### Problem statement
Each line from the first line of the entries through the line holding "display:grid; place-items:center; width:44px;" is to be restated word for word; nothing else, and no picture, belongs in the answer.

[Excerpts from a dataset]
--

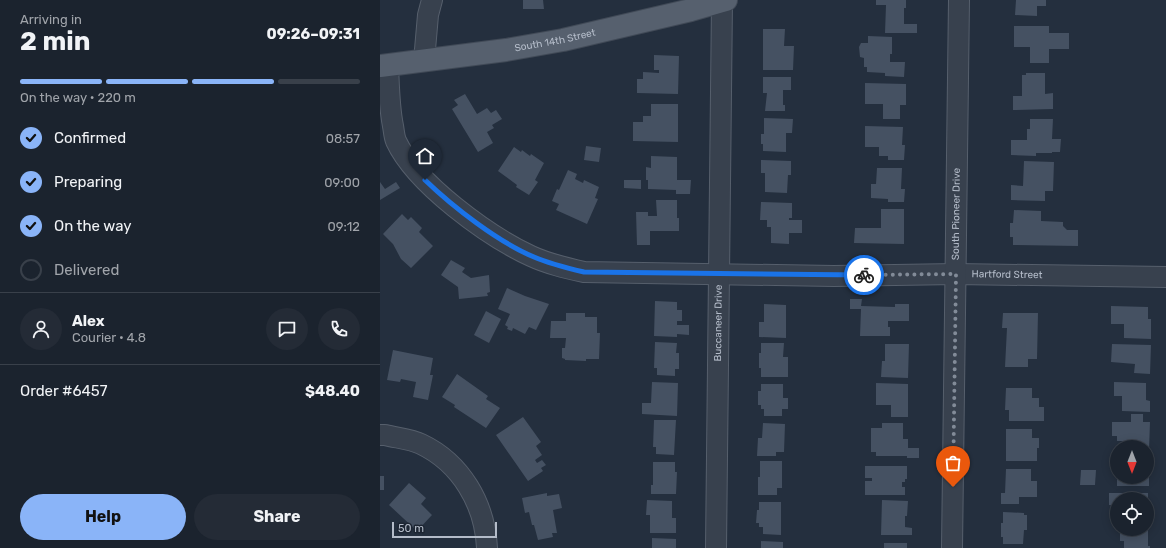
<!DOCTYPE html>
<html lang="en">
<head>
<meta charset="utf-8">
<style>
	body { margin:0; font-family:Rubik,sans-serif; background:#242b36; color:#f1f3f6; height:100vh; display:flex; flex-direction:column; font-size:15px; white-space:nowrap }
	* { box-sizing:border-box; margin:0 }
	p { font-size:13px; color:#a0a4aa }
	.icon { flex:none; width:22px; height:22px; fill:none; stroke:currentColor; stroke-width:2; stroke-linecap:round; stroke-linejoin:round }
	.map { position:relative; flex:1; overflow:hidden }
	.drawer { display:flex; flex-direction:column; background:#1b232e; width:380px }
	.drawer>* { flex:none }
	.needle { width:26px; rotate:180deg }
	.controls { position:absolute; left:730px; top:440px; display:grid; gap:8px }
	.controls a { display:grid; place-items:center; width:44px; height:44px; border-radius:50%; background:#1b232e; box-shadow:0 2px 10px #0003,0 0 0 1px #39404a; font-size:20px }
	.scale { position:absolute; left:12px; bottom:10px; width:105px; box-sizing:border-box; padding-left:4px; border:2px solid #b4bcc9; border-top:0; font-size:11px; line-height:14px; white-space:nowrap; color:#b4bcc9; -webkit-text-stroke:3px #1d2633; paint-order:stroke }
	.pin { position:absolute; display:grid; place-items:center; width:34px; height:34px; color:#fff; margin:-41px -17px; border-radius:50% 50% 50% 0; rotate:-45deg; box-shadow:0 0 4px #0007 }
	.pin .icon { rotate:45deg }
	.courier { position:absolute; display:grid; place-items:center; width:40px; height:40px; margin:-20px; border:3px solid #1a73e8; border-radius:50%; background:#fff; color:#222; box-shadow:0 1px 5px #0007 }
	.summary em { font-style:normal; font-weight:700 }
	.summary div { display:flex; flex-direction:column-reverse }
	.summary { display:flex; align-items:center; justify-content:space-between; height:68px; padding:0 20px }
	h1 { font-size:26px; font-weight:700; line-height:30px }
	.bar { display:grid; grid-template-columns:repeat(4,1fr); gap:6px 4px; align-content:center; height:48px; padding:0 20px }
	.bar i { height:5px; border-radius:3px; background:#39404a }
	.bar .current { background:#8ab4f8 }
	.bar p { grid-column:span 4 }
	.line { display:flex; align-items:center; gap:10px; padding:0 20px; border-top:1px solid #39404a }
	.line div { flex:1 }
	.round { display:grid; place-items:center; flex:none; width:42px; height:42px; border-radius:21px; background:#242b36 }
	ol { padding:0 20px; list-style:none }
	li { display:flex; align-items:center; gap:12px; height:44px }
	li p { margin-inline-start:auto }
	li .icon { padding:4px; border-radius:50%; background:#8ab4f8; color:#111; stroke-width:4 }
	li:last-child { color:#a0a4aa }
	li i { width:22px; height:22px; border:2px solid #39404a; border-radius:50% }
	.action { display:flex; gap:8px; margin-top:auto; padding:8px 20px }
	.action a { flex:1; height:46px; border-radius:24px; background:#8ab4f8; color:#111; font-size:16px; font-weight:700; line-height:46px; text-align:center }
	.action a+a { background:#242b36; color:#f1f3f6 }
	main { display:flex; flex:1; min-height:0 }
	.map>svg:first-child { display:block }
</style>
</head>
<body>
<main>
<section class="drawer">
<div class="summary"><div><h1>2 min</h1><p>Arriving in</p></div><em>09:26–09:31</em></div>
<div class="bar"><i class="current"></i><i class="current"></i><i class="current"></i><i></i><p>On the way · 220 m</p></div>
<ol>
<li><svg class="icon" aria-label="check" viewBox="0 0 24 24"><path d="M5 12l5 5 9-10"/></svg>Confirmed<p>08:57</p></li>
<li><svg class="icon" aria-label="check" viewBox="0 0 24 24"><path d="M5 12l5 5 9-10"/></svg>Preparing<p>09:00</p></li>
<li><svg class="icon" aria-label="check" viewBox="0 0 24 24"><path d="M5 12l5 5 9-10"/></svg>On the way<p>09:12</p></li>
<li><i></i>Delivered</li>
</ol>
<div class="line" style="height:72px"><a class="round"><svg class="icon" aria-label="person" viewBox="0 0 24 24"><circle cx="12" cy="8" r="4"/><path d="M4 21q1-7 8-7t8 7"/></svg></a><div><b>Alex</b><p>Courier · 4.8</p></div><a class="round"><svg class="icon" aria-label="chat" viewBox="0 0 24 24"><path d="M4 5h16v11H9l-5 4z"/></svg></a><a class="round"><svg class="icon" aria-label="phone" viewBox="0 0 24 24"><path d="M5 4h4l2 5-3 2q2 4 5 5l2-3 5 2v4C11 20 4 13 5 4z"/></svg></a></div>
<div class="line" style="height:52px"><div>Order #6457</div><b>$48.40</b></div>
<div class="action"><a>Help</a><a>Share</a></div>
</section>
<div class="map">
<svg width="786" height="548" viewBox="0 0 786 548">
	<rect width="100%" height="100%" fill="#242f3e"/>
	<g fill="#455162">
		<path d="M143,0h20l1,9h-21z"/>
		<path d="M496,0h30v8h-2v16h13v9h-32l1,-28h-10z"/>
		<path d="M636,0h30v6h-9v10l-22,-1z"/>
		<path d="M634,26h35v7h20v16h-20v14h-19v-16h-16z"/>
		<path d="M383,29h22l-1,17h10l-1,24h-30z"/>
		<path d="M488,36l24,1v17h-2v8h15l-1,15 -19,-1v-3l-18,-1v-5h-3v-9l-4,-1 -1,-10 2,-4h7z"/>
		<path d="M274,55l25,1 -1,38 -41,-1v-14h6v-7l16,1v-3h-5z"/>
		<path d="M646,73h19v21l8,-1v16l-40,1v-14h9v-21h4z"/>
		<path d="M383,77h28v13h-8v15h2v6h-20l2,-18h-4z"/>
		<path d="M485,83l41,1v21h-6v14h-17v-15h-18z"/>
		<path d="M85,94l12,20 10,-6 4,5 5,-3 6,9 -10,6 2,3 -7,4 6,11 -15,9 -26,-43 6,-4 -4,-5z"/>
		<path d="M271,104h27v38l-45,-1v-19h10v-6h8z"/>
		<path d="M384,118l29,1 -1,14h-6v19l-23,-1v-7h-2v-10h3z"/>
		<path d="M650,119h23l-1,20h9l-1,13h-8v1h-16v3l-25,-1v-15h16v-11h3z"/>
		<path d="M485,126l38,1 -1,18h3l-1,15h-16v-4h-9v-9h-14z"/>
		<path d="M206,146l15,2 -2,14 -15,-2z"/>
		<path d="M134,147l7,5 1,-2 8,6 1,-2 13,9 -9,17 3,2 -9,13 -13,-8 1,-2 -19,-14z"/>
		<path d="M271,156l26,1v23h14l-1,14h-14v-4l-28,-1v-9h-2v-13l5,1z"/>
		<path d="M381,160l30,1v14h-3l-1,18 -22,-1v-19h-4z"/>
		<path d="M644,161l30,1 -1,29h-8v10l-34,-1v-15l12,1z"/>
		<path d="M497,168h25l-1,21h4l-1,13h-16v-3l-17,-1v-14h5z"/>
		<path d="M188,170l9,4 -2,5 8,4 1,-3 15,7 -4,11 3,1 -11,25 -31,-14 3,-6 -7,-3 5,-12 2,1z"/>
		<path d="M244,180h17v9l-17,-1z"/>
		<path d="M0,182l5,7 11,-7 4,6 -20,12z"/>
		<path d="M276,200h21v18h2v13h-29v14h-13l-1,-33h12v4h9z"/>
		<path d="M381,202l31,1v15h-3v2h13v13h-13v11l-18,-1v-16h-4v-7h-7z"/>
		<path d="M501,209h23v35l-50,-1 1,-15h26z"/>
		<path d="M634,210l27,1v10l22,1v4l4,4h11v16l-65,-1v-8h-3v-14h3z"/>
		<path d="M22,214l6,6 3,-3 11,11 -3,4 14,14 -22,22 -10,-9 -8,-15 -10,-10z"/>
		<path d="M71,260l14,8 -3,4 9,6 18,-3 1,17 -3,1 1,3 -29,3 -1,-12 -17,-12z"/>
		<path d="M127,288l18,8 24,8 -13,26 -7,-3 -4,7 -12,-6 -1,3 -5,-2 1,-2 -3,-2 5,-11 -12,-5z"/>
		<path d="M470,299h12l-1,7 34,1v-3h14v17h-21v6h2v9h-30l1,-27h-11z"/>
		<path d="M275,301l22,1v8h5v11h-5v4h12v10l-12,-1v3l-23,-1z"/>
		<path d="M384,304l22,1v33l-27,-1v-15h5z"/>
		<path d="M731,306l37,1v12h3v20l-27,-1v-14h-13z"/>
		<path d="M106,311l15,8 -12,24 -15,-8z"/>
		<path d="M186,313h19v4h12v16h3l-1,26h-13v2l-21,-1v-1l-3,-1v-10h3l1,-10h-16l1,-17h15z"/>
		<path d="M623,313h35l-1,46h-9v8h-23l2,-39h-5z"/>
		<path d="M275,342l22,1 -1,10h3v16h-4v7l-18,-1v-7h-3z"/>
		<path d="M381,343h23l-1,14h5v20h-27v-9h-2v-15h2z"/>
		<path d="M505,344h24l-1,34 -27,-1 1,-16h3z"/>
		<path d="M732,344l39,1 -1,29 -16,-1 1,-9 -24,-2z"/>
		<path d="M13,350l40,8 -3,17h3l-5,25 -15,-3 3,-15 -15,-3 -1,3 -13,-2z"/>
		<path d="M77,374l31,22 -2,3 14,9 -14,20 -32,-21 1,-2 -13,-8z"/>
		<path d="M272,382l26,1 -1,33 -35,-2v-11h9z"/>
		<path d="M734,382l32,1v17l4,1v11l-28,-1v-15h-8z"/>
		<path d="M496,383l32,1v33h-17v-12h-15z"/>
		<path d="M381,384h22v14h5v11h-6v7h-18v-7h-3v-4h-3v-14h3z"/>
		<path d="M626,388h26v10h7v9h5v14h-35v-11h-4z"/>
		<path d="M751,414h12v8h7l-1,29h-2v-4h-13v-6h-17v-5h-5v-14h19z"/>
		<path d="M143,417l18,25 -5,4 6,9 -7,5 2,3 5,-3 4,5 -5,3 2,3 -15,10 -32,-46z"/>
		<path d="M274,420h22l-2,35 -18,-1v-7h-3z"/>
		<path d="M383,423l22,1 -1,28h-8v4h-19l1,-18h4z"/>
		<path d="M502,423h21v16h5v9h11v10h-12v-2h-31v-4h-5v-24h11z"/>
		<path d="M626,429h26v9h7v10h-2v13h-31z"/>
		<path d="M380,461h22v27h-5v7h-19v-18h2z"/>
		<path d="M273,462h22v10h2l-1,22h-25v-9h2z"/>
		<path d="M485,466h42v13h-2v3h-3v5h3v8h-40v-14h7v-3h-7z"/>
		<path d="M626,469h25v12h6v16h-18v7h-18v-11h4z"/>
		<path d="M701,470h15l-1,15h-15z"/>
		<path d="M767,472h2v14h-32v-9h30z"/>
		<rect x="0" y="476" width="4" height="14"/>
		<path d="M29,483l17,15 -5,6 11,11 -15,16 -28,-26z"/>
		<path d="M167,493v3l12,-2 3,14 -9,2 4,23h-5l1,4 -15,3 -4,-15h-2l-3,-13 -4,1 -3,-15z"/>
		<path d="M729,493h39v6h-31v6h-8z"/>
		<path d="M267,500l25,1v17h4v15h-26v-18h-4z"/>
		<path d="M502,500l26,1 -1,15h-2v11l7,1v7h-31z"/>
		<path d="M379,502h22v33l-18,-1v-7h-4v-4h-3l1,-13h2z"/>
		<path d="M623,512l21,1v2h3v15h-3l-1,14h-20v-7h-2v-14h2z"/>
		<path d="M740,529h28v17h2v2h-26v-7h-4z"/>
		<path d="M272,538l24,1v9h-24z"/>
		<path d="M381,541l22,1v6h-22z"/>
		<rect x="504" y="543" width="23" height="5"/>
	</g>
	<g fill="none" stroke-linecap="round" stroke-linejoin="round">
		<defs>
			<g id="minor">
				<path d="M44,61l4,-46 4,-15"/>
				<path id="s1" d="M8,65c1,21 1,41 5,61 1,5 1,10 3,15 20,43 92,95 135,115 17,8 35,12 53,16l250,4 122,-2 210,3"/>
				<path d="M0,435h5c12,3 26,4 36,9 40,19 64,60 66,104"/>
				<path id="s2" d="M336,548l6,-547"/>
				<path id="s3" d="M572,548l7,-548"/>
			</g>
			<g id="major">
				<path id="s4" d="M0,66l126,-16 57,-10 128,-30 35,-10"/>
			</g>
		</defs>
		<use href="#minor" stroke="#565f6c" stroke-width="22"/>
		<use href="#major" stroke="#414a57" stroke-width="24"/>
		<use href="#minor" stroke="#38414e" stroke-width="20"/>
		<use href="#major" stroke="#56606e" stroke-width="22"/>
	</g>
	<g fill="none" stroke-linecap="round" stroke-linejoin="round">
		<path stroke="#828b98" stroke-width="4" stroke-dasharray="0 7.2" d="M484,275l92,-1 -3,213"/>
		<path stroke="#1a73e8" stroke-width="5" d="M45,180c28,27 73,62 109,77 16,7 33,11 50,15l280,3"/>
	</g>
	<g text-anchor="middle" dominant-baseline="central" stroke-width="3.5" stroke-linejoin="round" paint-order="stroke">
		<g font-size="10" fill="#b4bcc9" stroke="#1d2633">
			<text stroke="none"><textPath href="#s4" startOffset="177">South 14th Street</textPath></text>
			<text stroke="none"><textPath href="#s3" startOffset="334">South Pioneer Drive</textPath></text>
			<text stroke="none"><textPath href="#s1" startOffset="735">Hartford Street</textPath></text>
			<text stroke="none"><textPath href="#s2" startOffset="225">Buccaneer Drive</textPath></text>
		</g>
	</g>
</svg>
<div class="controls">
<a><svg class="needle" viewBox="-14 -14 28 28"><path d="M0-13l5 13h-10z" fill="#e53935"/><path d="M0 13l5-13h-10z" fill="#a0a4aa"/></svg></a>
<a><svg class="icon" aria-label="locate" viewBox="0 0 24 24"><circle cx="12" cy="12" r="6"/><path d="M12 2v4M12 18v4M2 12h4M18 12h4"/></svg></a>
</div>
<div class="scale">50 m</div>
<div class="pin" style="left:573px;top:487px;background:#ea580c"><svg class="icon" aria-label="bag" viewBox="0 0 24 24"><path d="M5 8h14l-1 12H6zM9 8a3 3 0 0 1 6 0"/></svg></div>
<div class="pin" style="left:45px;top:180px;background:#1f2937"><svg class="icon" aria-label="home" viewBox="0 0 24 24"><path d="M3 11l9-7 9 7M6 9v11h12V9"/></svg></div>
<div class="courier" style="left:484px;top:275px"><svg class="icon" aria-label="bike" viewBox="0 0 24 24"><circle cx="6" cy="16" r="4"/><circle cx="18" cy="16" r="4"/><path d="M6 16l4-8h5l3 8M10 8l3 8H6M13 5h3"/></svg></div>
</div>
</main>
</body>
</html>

--

### Response to the exercise
<!DOCTYPE html>
<html lang="en">
<head>
<meta charset="utf-8">
<style>
	body { margin:0; font-family:Rubik,sans-serif; background:#242b36; color:#f1f3f6; height:100vh; display:flex; flex-direction:column; font-size:15px; white-space:nowrap }
	* { box-sizing:border-box; margin:0 }
	p { font-size:13px; color:#a0a4aa }
	.icon { flex:none; width:22px; height:22px; fill:none; stroke:currentColor; stroke-width:2; stroke-linecap:round; stroke-linejoin:round }
	.map { position:relative; flex:1; overflow:hidden }
	.drawer { display:flex; flex-direction:column; background:#1b232e; width:380px }
	.drawer>* { flex:none }
	.needle { width:26px; rotate:180deg }
	.controls { position:absolute; left:730px; top:440px; display:grid; gap:8px }
	.controls a { display:grid; place-items:center; width:44px; height:44px; border-radius:50%; background:#1b232e; box-shadow:0 2px 10px #0003,0 0 0 1px #39404a; font-size:20px }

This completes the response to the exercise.